1) La stratégie antique contre l’événement moderne

Un « classique » de l’anthropologie balkanique

Asénovgrad constitue un exemple de topos sacral au sens large d’un territoire, d’un maillage religieux et rituel local. La construction territoriale en question puise autant dans ses particularités microlocales que dans des échelles larges, où la territorialité le dispute à la mobilité (qu’il s’agisse de l’importation de reliques, des pélerinages, du passé byzantin...), où la topographie et l’histoire deviennent tributaires l’une de l’autre, où différentes caractéristiques du territoire sont mises en relation dans le cadre rituel (milieu naturel dans le cas du pélerinage à klouviata, agriculture s’agissant de la viticulture et du kourban de saint Trifon). A tous points de vue, le « local » n’est pas un monde clos, mais une échelle dans laquelle se superposent de multiples niveaux d’appréhension, qui engagent des échelles plus réduites (individuel, microlocal) et plus vastes (nationale, internationale). C’est en croisant ces échelles que l’on parvient à désigner des régimes mobiles de l’activité rituelle et de sa réinvention perpétuelle. Car le rituel, qui donne le sentiment d’une densité locale, et dont le sens semble relever de la dimension locale stricto sensu, s’apparente en fait davantage à un travail de localisation. Il permet la convergence autour d’une conception et d’une construction commune du « monde local », le jour de son déroulement.

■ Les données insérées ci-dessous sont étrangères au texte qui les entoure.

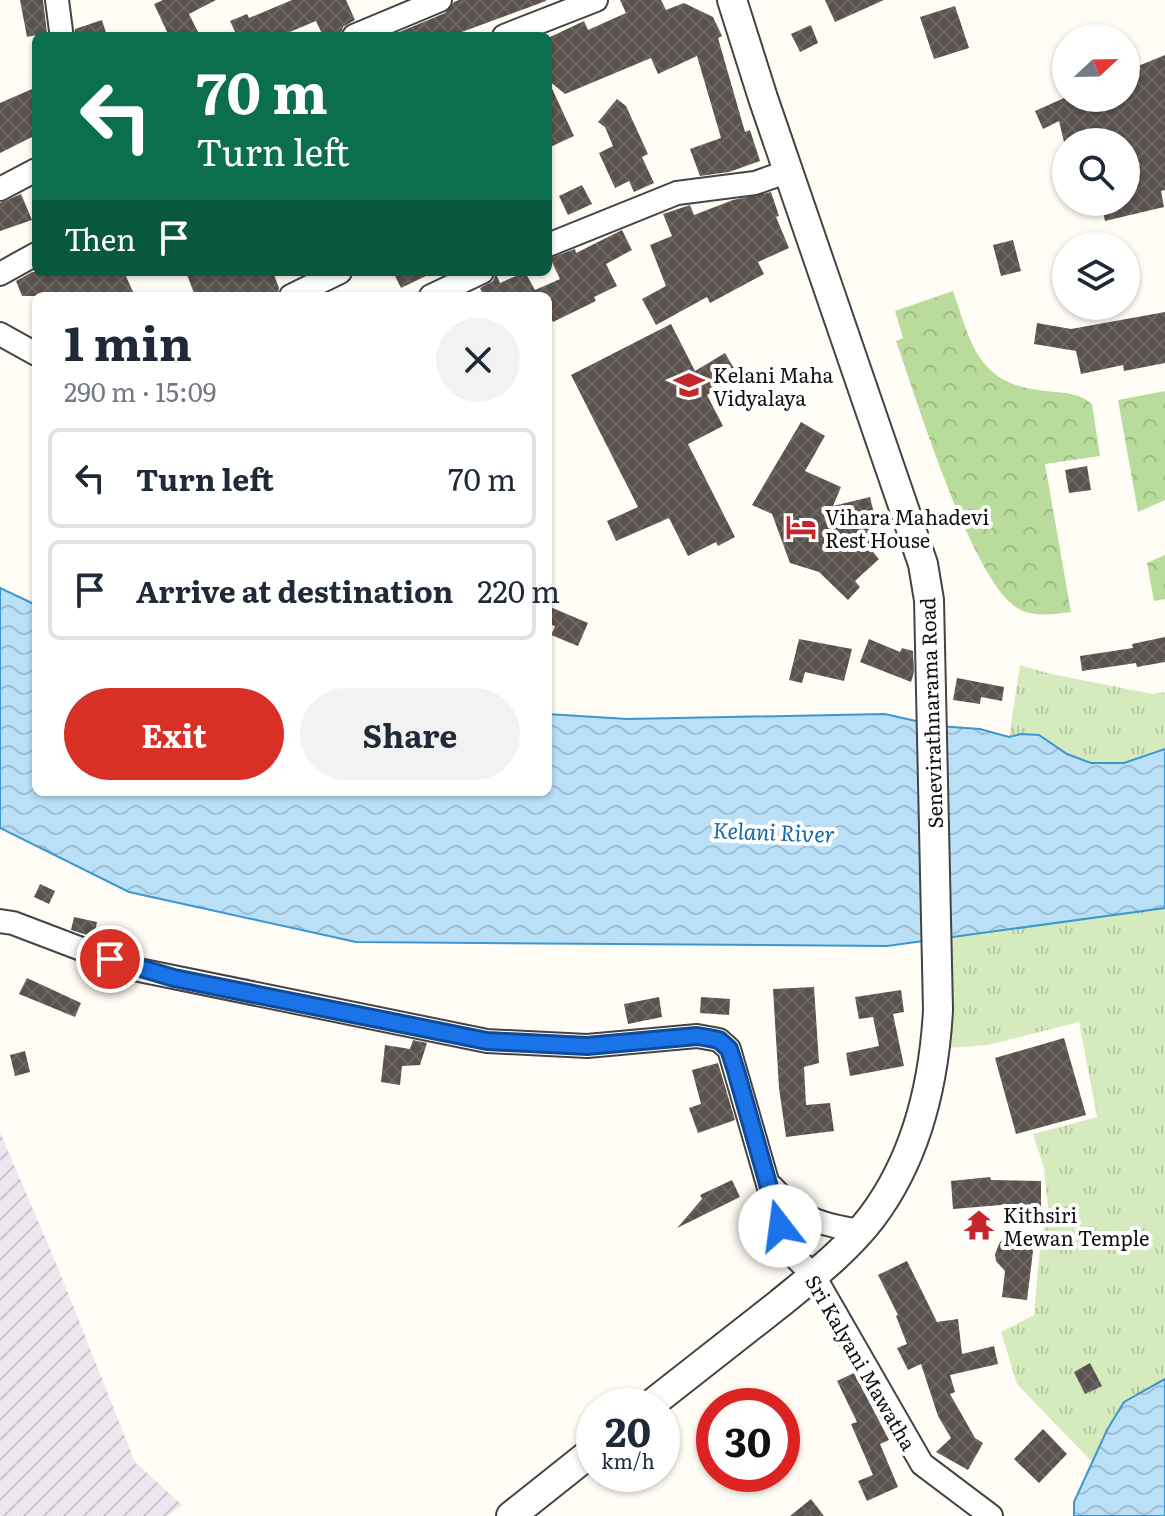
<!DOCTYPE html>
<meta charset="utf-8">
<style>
body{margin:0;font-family:Literata,serif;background:#f2f2f3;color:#1f2937;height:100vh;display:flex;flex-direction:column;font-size:30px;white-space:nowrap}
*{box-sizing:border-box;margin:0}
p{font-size:26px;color:#747a83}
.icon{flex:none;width:44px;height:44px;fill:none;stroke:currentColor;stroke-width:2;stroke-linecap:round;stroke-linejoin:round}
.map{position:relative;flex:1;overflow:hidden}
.side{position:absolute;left:32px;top:292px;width:520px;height:504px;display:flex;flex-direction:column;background:#fff;border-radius:12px;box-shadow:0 2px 6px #0004}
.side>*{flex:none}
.top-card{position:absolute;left:32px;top:32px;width:520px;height:244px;border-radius:12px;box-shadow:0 2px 6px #0004;background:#0b6e4f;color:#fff;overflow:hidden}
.needle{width:52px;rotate:68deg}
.tools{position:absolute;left:1052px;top:24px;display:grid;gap:16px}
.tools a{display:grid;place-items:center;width:88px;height:88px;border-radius:50%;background:#fff;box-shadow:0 2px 6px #0004;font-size:40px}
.speed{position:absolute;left:576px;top:1388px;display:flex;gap:16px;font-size:40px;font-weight:700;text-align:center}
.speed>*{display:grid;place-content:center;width:104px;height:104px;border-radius:50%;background:#fff;box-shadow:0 2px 6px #0004;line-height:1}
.speed small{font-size:20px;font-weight:400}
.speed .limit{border:12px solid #d22;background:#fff;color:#111}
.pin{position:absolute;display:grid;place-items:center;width:68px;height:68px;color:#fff;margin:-34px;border:4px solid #fff;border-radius:50%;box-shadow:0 2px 8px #0007}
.me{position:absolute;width:88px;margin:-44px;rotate:345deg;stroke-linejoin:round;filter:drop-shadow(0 0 6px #0008)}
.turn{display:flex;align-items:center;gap:28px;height:168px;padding:0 32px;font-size:36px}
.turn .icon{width:104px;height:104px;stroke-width:2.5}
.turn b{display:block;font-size:56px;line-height:68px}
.then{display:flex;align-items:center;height:76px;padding:0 32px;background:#0003;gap:16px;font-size:30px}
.round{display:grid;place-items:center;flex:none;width:84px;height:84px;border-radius:42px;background:#f2f2f3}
.head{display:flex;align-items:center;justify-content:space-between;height:136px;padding:0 32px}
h1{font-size:48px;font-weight:700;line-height:60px}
.action{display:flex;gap:16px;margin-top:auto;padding:16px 32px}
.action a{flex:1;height:92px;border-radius:48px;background:#d93025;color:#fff;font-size:32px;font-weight:700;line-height:92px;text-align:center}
.action a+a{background:#f2f2f3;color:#1f2937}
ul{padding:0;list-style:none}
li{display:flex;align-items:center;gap:24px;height:100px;margin:0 16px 12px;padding:0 16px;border:4px solid #e0e1e3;border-radius:12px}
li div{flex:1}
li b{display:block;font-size:30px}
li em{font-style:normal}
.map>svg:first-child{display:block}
.industrial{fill:url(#industrial-furrows)}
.grass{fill:url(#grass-tufts)}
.forest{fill:url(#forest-crowns)}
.water{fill:url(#water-waves);stroke:#3f96cf;stroke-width:2}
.building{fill:url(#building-cross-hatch)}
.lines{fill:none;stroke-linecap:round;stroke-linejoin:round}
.minor-casing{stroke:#444;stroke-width:26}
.tertiary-casing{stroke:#444;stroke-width:32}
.minor{stroke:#fff;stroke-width:22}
.tertiary{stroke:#fff;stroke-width:28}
.route-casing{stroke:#114b97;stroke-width:20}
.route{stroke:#1a73e8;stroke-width:14}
.labels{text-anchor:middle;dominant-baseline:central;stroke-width:8;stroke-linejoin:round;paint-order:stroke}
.poi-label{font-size:20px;fill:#111;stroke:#fff;text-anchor:start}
.street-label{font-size:20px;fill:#111;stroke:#fff}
.water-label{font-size:22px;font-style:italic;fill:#1768a6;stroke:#fff}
</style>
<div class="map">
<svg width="1165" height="1516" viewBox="0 0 1165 1516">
<defs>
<pattern id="industrial-furrows" width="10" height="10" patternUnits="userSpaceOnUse" patternTransform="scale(2)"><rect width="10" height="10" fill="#eee6ef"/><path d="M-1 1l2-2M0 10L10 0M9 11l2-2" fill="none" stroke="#cbc4cc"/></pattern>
<pattern id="grass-tufts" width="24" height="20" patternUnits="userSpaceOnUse" patternTransform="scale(2)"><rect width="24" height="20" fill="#d5ebbd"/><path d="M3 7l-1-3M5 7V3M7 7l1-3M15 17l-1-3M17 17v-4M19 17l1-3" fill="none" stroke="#b6c8a1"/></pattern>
<pattern id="forest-crowns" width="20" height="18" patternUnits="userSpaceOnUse" patternTransform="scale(2)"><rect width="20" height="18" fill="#b9dc9c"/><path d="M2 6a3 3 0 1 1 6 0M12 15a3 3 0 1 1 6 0" fill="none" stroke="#9ebc85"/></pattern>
<pattern id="water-waves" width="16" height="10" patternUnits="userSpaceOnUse" patternTransform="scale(2)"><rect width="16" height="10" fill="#b9e0f7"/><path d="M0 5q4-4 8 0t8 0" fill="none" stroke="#9ebfd3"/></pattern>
<pattern id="building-cross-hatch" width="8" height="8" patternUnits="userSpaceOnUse" patternTransform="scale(2)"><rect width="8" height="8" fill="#5a524d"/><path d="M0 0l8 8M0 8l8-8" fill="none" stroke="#6d6662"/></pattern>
</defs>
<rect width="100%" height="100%" fill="#fffdf5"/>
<path class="industrial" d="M0,1132L56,1263L135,1462L182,1505L167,1516H0Z"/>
<g class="grass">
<path d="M1020,665L1051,674L1153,694L1165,692V749L1124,763H1091L1067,754L1039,735L1009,737Z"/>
<path d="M1165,908V1379C1129,1395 1108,1427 1092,1462L1017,1384L1001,1332L1034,1315L1040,1248L1048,1209L1044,1168L1033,1134L1097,1117L1079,1022L988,1045L948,1048V937Z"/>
</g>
<g class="forest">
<path d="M953,291C972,346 978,385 1046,391C1063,393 1078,392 1092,404L1100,456L1045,464L1071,612C1053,614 1034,618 1017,608C971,579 916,397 896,341L903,338L895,311Z"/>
<path d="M1165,391V500L1138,512L1118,400Z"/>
<path d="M1165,555V599L1154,601L1147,563Z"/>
</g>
<g class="water">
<path d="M0,588L36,605V792H548V714L627,719L885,714L938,726L980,729L1009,737L1021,734L1039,735L1067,754L1091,763H1124L1165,749V908L887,946L356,942L129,892L0,828Z"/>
<path d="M1165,1379V1516H1074V1502L1107,1430L1124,1402Z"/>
</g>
<g class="building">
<path d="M20,0H43L47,33L27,37Z"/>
<path d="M163,0H216L189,14L200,36H169L154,4Z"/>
<path d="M292,0H346L355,20L343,27L340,36H323L316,21L280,36H237L230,21L247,14L249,18Z"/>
<path d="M459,0H546V1L451,36H390L445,13L454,2Z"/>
<path d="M620,0H661L666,10L684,3L713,17L722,36L718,38L745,132L750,130L760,161L729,172L700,176L690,149L721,138L697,56L658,74L651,58L565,94L548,80L574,136L548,148V38L584,21L588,30L626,13Z"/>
<path d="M825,0H884L835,22Z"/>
<path d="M955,6L969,48L934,59L920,17Z"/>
<path d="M102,20L107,36H74L75,29Z"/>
<path d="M811,25L818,43L800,52L791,34Z"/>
<path d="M1165,55V190L1161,191L1164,207L1105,221L1101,202H1126V142H1064L1059,121L1043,129L1035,111L1064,98H1126V71Z"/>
<path d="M32,89L36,99V135L0,153V103Z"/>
<path d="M617,99L626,106L648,154L642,157L654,183L634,192L629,181L615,188L599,153L613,146L605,127L598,122Z"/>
<path d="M582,185L592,204L568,215L559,196Z"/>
<path d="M771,192L779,216L776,217L789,248L758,262L764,274L710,303L707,297L656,325L642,299L666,286L650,245L672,236L663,214L690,205L694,215L733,200Z"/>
<path d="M21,194L32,220L0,231V203Z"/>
<path d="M622,230L632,250L606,264L617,286L594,297L596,301L553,322L548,313V296H476L482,293L480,288L493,281L496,274L500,283L525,272L535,290L560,279L550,258L575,249L576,253Z"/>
<path d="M1013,240L1021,271L1001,276L993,245Z"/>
<path d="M32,272H124L135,296H22L16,281Z"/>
<path d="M186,272H273L279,288L277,296H195Z"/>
<path d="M393,272H434L401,288Z"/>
<path d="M1165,312V363L1124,371L1123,365L1081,374L1076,351L1034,344L1037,323L1071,329Z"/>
<path d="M671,324L695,371L725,353L739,377L707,395L723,426L688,444L735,537L718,546L716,542L688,556L669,518L616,541L607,521L638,507L571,375Z"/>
<path d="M801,422L825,436L805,471L841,487L833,506L870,497L880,538L869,547L879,559L855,581L860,587L848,600L819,572L790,563L772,514L752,505Z"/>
<path d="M1087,466L1091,490L1069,493L1065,470Z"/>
<path d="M548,606L588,623L578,646L551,635L555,626L548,624Z"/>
<path d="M1165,637V662L1137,667L1136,663L1082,671L1080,656L1133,648L1132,644Z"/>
<path d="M799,639L852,649L844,681L805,672L802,683L789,680Z"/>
<path d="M869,639L900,652L902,648L913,651L914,672L911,682L860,662Z"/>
<path d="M957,678L1004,687L1002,701L981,697L980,704L953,700Z"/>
<path d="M40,884L55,891L49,904L34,897Z"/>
<path d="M74,917L97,922L94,937L71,930Z"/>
<path d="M27,978L81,1003L75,1017L19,994Z"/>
<path d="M814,987L819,1063L804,1067L806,1105L830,1103L834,1131L786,1137L779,1088L773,989Z"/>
<path d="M901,990L904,1012L893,1014L904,1066L850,1076L846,1053L879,1046L873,1017L859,1019L855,997Z"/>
<path d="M659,997L662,1017L628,1024L624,1004Z"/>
<path d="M701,997L730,999L729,1015L700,1013Z"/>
<path d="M1064,1038L1086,1115L1016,1134L995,1058Z"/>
<path d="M413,1040L427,1043L420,1065L402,1066L400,1085L381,1082L385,1045L410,1049Z"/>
<path d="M25,1051L30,1072L15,1076L10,1055Z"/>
<path d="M718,1063L735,1120L698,1133L689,1108L701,1104L692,1070Z"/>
<path d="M990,1177L991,1180L1041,1181V1206L1001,1205L953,1209L951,1181Z"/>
<path d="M732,1180L740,1197L677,1228L702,1199L700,1195Z"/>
<path d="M1012,1235L1025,1238L1033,1251L1027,1300L1002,1297L1005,1271L996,1261L995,1254L1000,1242Z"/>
<path d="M907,1261L937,1322L958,1319L962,1354L994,1346L998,1364L950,1375L955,1392L950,1394L975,1438L983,1443L968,1470L936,1452L951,1438L938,1416L921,1364L908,1370L897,1348L907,1344L896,1316L898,1315L878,1275Z"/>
<path d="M1090,1363L1102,1386L1085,1394L1074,1372Z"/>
<path d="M854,1373L889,1440L880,1444L898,1487L867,1501L858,1481L873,1475L851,1424L857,1422L837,1381Z"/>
<path d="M1043,1429L1067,1454L1039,1483L1014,1459Z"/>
<path d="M811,1499L824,1516H790Z"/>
</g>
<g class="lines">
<g class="minor-casing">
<g id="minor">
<path d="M57,0L61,31"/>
<path d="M354,36L440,0"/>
<path d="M504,36L596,0"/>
<path d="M0,189L36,170"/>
<path d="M548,245L677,193L755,183L789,171"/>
<path d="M0,274L36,254"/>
<path d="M291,296L340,272"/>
<path d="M431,296L482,272"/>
<path d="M0,334L36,354"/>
<path d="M0,921L13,923L134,969L487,1041L587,1046L697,1036L719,1040L729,1049L780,1226L796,1258L814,1276L922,1464L991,1516"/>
<path d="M772,1187C802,1219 817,1224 860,1231"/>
</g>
</g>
<g class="tertiary-casing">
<g id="tertiary">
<path d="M649,1406C692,1372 736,1338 779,1304C812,1277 846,1251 872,1217C917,1157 934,1084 938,1010L929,600L923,564L763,98L732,0"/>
<path d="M511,1516L594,1450"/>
</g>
</g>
<use href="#minor" class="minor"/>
<use href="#tertiary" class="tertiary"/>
</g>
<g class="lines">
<g class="route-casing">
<path id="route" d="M110,959L174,978L487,1041L587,1046L697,1036L709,1038L719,1040L729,1049L736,1071L780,1226"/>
</g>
<use href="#route" class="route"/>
</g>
<defs>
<g id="school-bare" transform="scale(2.4)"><path d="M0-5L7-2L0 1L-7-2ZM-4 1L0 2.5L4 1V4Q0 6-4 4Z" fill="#c4262e" stroke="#fff" stroke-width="2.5" paint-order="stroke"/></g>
<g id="hotel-bare" transform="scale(2.4)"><path d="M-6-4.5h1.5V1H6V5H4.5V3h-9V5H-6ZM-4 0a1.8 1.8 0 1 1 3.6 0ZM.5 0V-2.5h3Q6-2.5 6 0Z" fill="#c4262e" stroke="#fff" stroke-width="2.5" paint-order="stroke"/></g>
<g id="temple-bare" transform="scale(2.4)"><path d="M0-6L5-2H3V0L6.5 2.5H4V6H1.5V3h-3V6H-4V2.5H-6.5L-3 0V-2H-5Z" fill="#c4262e" stroke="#fff" stroke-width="2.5" paint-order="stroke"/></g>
</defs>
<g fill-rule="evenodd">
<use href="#school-bare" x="689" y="385"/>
<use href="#hotel-bare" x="801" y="527"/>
<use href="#temple-bare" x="979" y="1225"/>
</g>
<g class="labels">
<g class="poi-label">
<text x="713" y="374">Kelani Maha<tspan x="713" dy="23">Vidyalaya</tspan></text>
<text x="825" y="516">Vihara Mahadevi<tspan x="825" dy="23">Rest House</tspan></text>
<text x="1003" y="1214">Kithsiri<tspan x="1003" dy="23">Mewan Temple</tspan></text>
</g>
<g class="street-label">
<text transform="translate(930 713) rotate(-92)">Senevirathnarama Road</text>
<text transform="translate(862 1362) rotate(60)">Sri Kalyani Mawatha</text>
</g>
<g class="water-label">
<text transform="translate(774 831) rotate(2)">Kelani River</text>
</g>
</g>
</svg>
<div class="tools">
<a><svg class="needle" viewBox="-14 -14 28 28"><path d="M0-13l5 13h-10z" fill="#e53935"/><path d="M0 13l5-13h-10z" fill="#747a83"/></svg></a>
<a><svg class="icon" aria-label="search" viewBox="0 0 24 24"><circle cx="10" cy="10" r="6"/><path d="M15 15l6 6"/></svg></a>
<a><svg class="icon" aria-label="layers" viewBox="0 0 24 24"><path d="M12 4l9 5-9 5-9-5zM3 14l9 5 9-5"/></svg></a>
</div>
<div class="speed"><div>20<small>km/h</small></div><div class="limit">30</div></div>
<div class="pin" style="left:110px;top:959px;background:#d93025"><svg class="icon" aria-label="arrive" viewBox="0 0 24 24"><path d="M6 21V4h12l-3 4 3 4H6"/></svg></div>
<svg class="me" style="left:780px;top:1226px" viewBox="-20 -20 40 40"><circle r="19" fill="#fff"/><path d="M0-13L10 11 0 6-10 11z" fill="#1a73e8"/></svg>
<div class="top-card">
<div class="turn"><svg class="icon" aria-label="left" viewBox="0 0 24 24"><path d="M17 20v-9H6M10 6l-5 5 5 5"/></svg><div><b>70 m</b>Turn left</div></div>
<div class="then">Then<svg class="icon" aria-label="arrive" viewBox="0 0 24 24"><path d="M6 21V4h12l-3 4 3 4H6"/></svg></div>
</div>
<section class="side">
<div class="head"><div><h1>1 min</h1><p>290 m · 15:09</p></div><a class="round"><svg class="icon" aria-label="close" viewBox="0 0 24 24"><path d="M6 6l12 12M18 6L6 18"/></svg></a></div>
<ul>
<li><svg class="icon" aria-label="left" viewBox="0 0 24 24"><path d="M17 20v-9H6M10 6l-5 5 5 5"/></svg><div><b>Turn left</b></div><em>70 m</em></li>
<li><svg class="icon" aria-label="arrive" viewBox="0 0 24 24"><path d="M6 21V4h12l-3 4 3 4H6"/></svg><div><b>Arrive at destination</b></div><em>220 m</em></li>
</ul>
<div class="action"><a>Exit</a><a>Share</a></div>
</section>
</div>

Comme nous le verrons plus loin, le kourban est l’un des éléments de cette construction du monde local dans le rituel. Ainsi lorsque le kourban fait l’objet d’un « retour au village » ou lorsqu’il vise à attirer un public vaste par son caractère festif, imbriquant une variété de parcours, de logiques, de points de vue, au propre comme au figuré. Mais cette construction du monde local n’a rien d’immuable, dans la mesure où, passé le rituel, chacun retourne à son parcours propre, parfois dans d’autres mondes locaux (par exemple dans la ville où l’on travaille). Il y a des contextes rituels partagés, mais aussi disputés, autrement dit des rituels qui non seulement font l’objet de discours, mais se voient chargés d’enjeux et de problématiques multiples en termes de signification de la tradition, de revendication d’antériorité, d’assignation culturelle, etc. Les Anasténaria (Nestinarstvo en bulgare) en sont un bon exemple : un détour par la Grèce, particulièrement la région de Macédoine (nord), et dans la région bulgare de Strandja (sud-est du pays), nous permettra non seulement d’appréhender notre objet d’étude dans un autre contexte rituel, mais de saisir les variétés d’échelles du fait rituel. Nous serons amenés à parler d’un rituel simultanément local et transnational, pratiqué par deux groupes nationaux distincts qui cohabitaient auparavant dans une même localité. Le cas grec sera plus particulièrement évoqué, qui nous permettra de décrire un type particulier de ritualité, et ce que l’on peut appeler un événement rituel.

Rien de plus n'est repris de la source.